Selain Battered Child Syndrome, istilah lain untuk menggambarkan kasus penganiayaan yang dialami anak-anak adalah Maltreatment Syndrome, yang meliputi gangguan fisik seperti diatas, juga gangguan emosi anak dan adanya akibat asuhan yang tidak memadai, ekploitasi seksual dan ekonomi, pemberian makanan yang tidak layak bagi anak atau makanan kurang gizi, pengabaian pendidikan dan kesehatan dan kekerasan yang berkaitan dengan medis.

Menurut Sutanto (2006), kekerasan anak adalah perlakuan orang dewasa atau anak yang lebih tua dengan menggunakan kekuasaan atau otoritasnya terhadap anak yang tak berdaya yang seharusnya menjadi tanggung jawab atau pengasuhnya, yang berakibat penderitaan, kesengsaraan, cacat atau kematian. Kekerasan anak lebih bersifat sebagai bentuk penganiayaan fisik dengan terdapatnya tanda atau luka pada tubuh sang anak. Jika kekerasan terhadap anak didalam rumah tangga dilakukan oleh orang tua, maka hal tersebut dapat disebut kekerasan dalam rumah tangga.
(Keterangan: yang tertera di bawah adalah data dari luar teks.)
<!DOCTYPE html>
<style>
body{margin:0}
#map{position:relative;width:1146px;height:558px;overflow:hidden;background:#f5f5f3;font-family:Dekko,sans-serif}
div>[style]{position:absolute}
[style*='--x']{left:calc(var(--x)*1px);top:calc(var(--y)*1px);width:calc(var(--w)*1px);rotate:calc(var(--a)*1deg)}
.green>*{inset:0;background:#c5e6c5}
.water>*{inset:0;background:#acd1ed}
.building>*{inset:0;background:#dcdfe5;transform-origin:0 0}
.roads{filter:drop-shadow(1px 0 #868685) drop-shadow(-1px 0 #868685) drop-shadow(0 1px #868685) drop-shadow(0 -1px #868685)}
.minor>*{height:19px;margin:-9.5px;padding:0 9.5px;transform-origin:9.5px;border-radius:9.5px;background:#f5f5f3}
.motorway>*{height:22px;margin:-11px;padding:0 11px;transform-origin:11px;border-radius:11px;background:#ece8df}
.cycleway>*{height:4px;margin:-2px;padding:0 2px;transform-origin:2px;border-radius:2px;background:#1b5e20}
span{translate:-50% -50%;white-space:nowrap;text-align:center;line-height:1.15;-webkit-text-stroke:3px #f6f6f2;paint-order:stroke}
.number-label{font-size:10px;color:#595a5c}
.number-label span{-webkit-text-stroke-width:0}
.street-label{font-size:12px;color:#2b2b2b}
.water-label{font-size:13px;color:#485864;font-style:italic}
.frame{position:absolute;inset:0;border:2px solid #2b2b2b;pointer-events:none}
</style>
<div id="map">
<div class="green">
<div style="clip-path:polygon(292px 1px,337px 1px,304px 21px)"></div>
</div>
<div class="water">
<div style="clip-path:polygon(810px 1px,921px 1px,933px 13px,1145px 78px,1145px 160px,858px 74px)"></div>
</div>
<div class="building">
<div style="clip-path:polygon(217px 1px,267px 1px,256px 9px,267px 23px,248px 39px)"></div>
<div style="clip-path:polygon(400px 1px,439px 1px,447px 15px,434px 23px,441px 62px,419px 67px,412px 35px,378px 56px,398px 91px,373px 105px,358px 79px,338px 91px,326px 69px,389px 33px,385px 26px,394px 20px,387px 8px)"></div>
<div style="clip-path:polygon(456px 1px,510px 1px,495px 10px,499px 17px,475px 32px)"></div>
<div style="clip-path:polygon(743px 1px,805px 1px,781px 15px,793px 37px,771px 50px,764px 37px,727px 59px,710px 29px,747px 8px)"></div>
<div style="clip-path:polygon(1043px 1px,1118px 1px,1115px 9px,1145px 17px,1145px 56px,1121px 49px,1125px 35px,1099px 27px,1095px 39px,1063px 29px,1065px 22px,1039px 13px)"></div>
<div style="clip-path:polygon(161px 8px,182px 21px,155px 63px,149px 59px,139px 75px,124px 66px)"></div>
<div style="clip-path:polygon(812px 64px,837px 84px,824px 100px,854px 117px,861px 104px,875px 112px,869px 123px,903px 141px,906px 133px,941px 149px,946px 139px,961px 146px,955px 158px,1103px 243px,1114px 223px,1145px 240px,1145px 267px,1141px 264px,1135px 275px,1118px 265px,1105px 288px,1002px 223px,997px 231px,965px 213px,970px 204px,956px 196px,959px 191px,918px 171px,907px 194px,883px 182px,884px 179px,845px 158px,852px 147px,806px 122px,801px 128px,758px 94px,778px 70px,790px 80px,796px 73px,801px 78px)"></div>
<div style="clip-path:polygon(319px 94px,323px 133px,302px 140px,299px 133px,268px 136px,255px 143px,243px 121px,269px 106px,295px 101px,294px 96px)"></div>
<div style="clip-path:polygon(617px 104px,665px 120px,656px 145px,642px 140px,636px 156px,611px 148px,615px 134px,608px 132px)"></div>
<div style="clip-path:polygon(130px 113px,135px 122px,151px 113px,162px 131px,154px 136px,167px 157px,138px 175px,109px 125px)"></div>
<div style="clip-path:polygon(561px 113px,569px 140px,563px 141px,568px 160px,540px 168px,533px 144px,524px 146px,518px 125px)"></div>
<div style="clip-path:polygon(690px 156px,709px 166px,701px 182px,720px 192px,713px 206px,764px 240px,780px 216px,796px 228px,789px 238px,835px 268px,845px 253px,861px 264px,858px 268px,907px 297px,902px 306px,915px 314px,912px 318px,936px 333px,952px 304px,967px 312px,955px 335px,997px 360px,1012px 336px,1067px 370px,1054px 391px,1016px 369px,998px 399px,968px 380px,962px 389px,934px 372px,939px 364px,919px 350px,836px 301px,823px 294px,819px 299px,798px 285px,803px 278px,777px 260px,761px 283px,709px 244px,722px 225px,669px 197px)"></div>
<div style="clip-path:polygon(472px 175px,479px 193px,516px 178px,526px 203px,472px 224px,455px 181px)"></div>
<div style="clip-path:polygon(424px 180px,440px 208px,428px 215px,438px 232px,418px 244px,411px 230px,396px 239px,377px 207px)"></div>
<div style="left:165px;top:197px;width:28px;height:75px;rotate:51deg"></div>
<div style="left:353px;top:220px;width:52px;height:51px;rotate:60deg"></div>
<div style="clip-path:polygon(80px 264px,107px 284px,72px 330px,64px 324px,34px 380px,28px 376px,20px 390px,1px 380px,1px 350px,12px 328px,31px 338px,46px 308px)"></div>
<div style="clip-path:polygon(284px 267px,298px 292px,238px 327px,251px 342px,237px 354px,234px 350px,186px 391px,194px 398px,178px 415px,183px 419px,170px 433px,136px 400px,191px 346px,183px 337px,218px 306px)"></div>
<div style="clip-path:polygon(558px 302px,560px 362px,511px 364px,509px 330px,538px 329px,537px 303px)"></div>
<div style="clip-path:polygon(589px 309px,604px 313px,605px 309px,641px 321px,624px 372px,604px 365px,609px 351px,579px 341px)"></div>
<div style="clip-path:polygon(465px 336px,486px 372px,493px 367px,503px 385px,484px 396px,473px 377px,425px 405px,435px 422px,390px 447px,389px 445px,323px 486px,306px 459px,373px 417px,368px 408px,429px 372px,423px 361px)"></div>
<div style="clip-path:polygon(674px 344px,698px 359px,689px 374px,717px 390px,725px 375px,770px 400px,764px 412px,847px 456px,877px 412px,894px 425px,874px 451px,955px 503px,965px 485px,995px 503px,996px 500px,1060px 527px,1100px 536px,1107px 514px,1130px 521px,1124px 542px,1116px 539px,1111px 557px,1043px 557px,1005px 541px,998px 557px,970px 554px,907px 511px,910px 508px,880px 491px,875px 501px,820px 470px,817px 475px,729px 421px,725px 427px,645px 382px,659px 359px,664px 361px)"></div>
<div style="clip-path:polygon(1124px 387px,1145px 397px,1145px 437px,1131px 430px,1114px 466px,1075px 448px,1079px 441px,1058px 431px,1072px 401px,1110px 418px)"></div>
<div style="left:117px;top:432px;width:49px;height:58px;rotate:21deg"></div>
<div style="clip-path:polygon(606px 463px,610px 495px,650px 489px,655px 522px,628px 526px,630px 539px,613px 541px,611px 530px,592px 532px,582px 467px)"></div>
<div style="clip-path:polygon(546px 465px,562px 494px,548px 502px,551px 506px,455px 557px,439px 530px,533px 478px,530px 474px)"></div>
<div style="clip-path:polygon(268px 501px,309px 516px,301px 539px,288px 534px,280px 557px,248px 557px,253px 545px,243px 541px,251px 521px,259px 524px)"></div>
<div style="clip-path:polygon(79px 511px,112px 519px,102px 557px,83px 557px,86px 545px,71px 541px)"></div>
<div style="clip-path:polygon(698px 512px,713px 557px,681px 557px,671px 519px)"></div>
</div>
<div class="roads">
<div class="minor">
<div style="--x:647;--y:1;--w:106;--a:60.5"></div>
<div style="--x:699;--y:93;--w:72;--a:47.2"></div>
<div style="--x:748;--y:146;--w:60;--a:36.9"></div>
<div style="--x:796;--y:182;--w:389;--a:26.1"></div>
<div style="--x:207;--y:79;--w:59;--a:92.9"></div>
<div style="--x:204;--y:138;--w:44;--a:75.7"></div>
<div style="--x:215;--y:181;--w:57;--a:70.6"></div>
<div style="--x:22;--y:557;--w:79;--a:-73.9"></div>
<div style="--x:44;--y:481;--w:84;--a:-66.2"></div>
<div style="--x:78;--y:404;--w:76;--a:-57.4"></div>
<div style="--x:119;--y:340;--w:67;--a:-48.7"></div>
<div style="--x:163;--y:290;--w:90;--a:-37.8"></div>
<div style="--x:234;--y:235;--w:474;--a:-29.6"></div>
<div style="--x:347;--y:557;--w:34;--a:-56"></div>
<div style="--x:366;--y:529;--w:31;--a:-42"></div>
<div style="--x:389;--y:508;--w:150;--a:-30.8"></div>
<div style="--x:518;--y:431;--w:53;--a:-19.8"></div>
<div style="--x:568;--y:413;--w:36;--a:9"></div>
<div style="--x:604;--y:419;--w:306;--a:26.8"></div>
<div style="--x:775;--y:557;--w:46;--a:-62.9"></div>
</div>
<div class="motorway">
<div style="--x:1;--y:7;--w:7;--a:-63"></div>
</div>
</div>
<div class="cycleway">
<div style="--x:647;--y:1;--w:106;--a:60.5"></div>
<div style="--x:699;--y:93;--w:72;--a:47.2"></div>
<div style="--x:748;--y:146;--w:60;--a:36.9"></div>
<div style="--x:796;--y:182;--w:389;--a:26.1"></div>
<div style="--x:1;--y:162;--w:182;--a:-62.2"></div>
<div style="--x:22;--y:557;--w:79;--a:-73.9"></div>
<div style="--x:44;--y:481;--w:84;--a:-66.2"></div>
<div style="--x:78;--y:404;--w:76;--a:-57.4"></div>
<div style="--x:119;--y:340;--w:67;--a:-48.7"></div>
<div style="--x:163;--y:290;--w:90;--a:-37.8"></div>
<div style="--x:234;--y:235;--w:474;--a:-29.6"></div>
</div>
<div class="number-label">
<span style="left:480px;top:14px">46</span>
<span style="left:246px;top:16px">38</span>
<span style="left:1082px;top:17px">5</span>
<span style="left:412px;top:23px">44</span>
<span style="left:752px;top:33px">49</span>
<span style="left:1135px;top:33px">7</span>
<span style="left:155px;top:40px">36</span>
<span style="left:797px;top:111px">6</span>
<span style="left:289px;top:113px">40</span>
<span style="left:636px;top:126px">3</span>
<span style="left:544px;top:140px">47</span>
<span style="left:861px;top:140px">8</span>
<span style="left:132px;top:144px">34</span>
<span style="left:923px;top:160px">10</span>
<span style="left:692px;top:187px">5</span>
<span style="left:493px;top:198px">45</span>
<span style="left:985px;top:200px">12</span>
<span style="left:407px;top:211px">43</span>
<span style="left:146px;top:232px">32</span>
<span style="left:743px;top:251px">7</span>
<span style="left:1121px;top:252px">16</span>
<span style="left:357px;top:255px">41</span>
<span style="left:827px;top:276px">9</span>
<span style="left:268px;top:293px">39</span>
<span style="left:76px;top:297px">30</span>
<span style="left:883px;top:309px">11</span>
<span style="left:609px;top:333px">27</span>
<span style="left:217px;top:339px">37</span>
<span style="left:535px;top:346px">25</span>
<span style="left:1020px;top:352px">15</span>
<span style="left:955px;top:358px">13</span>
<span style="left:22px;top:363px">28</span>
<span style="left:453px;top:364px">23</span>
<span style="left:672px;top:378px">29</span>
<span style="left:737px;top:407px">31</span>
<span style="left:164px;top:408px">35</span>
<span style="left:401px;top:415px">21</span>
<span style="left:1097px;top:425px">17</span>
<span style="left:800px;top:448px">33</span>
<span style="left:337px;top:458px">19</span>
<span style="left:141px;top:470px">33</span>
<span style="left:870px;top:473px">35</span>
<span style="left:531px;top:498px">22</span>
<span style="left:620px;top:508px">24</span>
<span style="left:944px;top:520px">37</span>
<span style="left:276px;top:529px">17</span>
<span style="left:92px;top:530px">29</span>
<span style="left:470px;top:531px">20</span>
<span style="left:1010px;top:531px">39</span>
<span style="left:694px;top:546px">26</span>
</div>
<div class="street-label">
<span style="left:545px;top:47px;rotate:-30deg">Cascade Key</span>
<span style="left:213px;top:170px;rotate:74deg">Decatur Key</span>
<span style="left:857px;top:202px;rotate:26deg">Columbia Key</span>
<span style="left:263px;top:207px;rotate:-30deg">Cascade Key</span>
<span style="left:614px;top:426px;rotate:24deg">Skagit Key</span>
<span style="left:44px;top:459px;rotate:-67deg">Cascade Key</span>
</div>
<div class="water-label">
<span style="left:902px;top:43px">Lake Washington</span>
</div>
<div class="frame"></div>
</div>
Tindak kekerasan rumah tangga yang termasuk di dalam tindakan kekerasan rumah tangga adalah memberikan penderitaan baik secara fisik maupun mental di luar batas-batas tertentu terhadap orang lain yang berada di dalam satu rumah; seperti terhadap pasangan hidup, anak, atau orang tua dan tindak kekerasan tersebut dilakukan di dalam rumah.

Banyak orangtua menganggap kekerasan pada anak adalah hal yang wajar. Mereka beranggapan kekerasan adalah bagian dari mendisiplinkan anak. Mereka lupa bahwa orangtua adalah orang yang paling bertanggung jawab dalam mengupayakan kesejahteraan, perlindungan, peningkatan kelangsungan hidup, dan mengoptimalkan tumbuh kembang anaknya. 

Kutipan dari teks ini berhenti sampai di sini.